At inference, the entire generation process is collapsed to a single deterministic mapping from noise and text to audio with no iterative denoising, providing dramatic latency advantages.
Experimental Results
Synthesis Quality and Efficiency
SwiftAudio is evaluated on AudioCaps and the out-of-domain Clotho benchmark. Remarkably, with ∼45K captions (no paired audio used in distillation), SwiftAudio achieves:
- FD 22.73, FAD 2.25, IS 9.13 on AudioCaps (one-step),
- Outperforms AudioLCM and ConsistencyTTA on all objectives,
- Nearly matches its multi-step teacher (Auffusion: FD 22.49) while using 200× fewer denoising queries,
- Surpasses AudioLDM2 on FD despite the latter using ∼15× more supervised data,
- Retains strong MOS audio quality and relevance scores in subjective evaluation.
Out-of-Domain Robustness
On Clotho, SwiftAudio maintains substantially better transfer performance than prior one-step models—demonstrating that caption-only distillation learns a more abstract, generalizable semantic prior rather than overfitting to specific training domains.
Visualizations and Qualitative Analysis
Mel-spectrogram visualizations demonstrate precise alignment between text prompts and generated audio features in a single inference step, covering a range of acoustic phenomena from transient to continuous events.
Figure 4: Qualitative results of the SwiftAudio framework. The figure illustrates mel-spectrograms of generated audio samples for diverse text prompts, highlighting detailed and varied acoustic patterns created in a single inference step.
Data Efficiency and Ablation
SwiftAudio’s data efficiency is highlighted by:
- Achieving near-SOTA one-step generation using 45K captions (30× fewer than image domain studies).
- Further improvement as caption count increases, but high-quality results even with modest data scale.
Ablation studies confirm that:
- The diffusion-style student parameterization is crucial,
- LoRA teacher’s rank impacts score approximation accuracy,
- TV regularization is optimal for temporal structure (L1 outperforms L2),
- Removing temporal regularization substantially degrades perceptual quality, especially in FAD.

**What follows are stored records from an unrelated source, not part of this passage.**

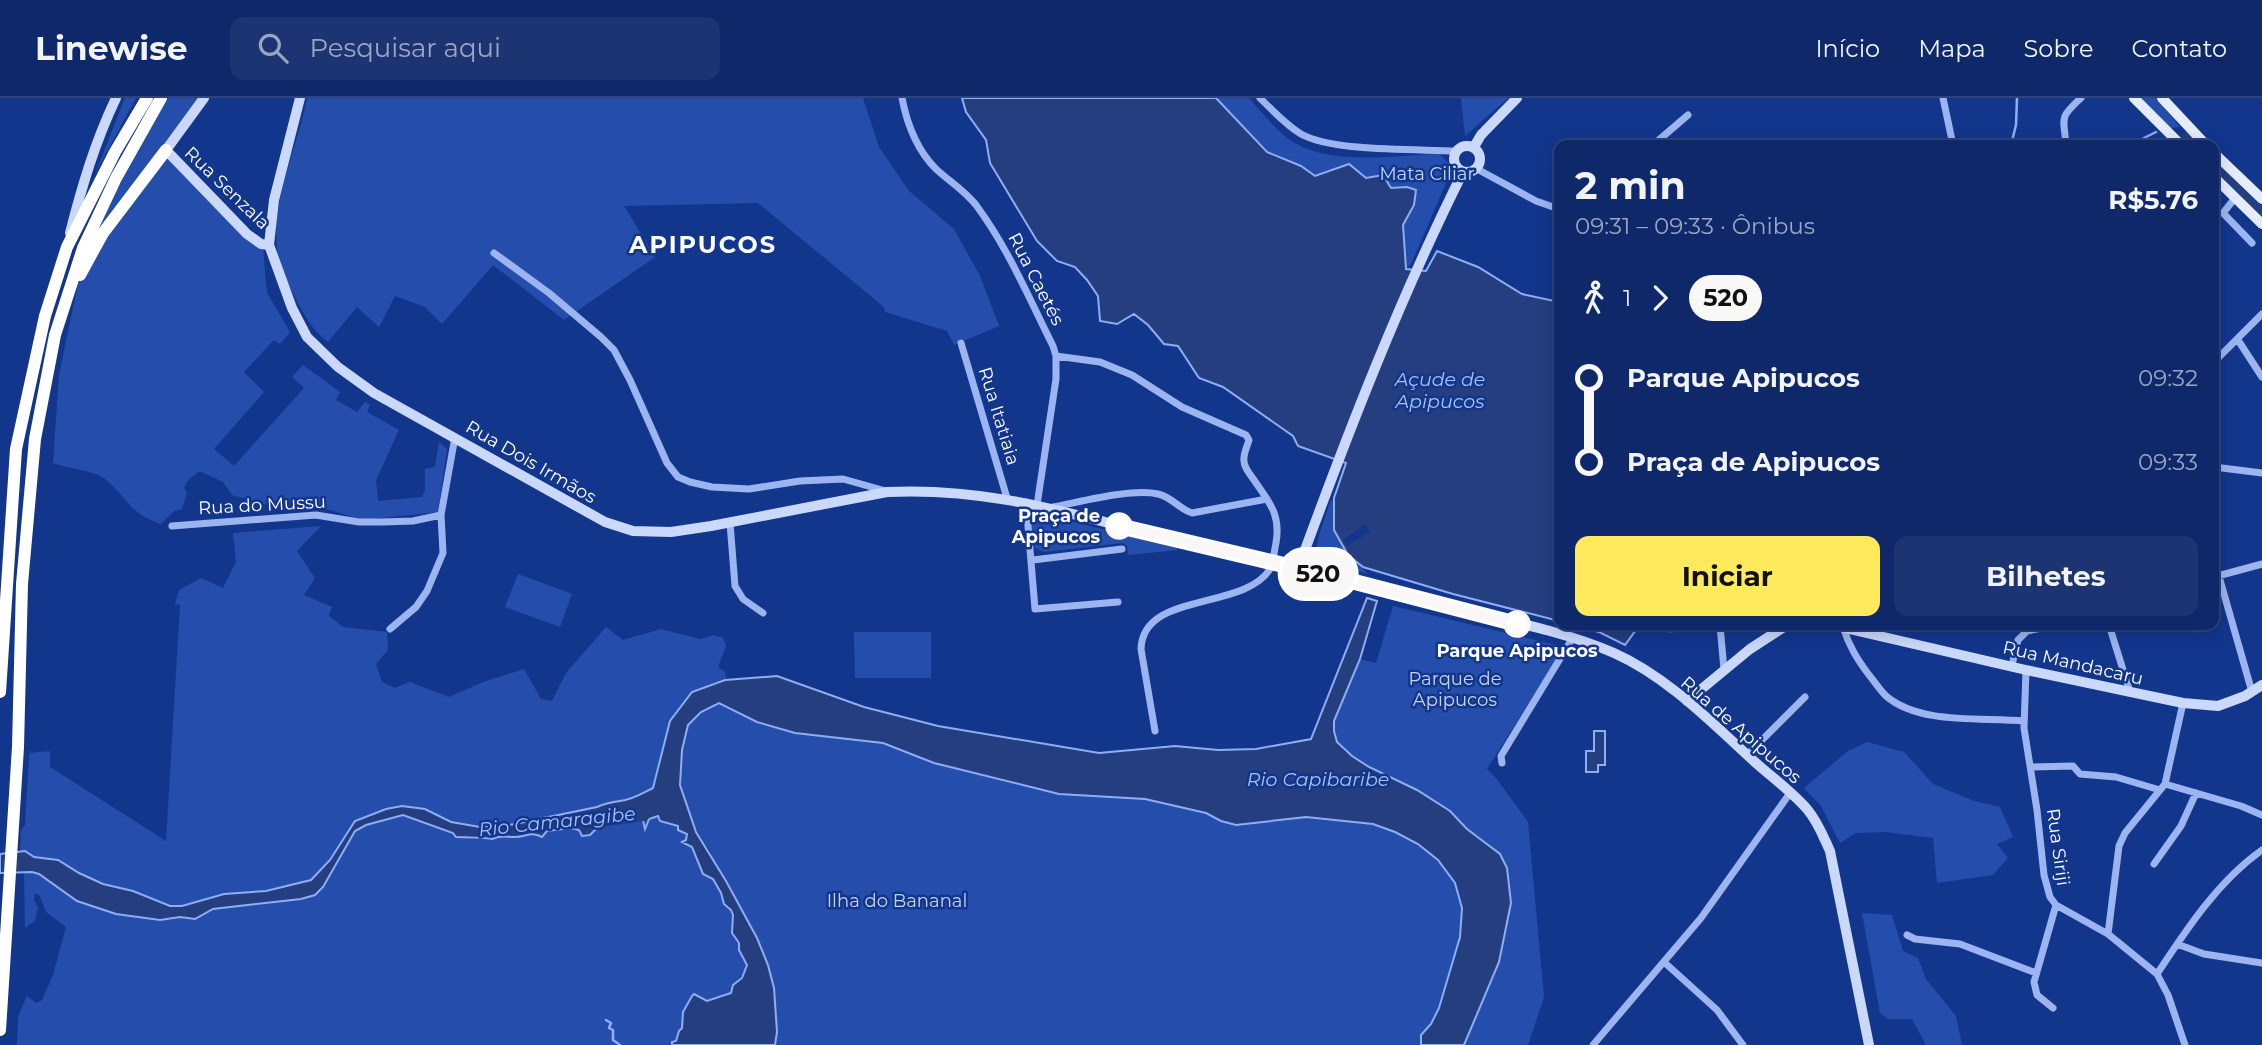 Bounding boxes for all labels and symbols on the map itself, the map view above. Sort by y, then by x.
street label: Rua Senzala [180,142,274,234]
park label: Mata Ciliar [1379,163,1475,185]
street label: Rua Caetés [1003,229,1069,329]
district label: APIPUCOS [628,230,777,259]
street label: Rua Itatiaia [974,364,1024,468]
water label: Açude de Apipucos [1394,368,1485,413]
street label: Rua Dois Irmãos [462,416,600,508]
street label: Rua do Mussu [198,491,326,519]
place label: Praça de Apipucos [1011,505,1100,548]
marker: Praça de Apipucos [1106,513,1132,539]
line badge: 520 [1278,551,1358,597]
marker: Parque Apipucos [1504,611,1530,637]
street label: Rua Mandacaru [2001,636,2145,690]
place label: Parque Apipucos [1436,640,1598,662]
park label: Parque de Apipucos [1408,668,1502,711]
street label: Rua de Apipucos [1676,672,1806,788]
water label: Rio Capibaribe [1247,768,1389,791]
water label: Rio Camaragibe [477,802,637,841]
street label: Rua Siriji [2042,807,2074,887]
park label: Ilha do Bananal [827,890,967,912]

Semantic Control and Disentanglement
SwiftAudio preserves fine-grained semantic control properties, including:
Limitations and Future Directions
Current constraints include the fixed-length output (10s) and the lack of linguistic control over explicit speech content, since semantic supervision at the phonetic/lexical level is unavailable. Promising avenues for future research include:
- One-step semantic audio editing for fine-grained modification of existing audio scenes,
- Scaling the approach to longer or more complex soundscapes,
- Integrating more expressive caption corpora and multi-modal supervision.
Conclusion
SwiftAudio demonstrates that efficient, high-fidelity, and highly controllable text-to-audio generation is achievable without the need for paired audio–caption data. By leveraging VSD, LoRA-based online teacher adaptation, and temporal smoothness priors, the approach delivers competitive objective and perceptual quality at unprecedented speed and data efficiency. Caption-only distillation establishes a practical and scalable paradigm for TTA, enabling wider deployment and versatility in generative audio models.
Figure 6: Visualizing semantic control via word swapping. SwiftAudio precisely modifies sound events and acoustic properties while maintaining scene consistency in a single inference step.
Figure 7: Effect of attention reweighting. Increasing token weights enhances intensity and presence of the target sound.
Figure 8: Word refinement in one-step TTA. Additional semantic phrases yield localized, consistent mel-spectrogram changes; primary sound events remain intact while refined concepts are integrated compositionally.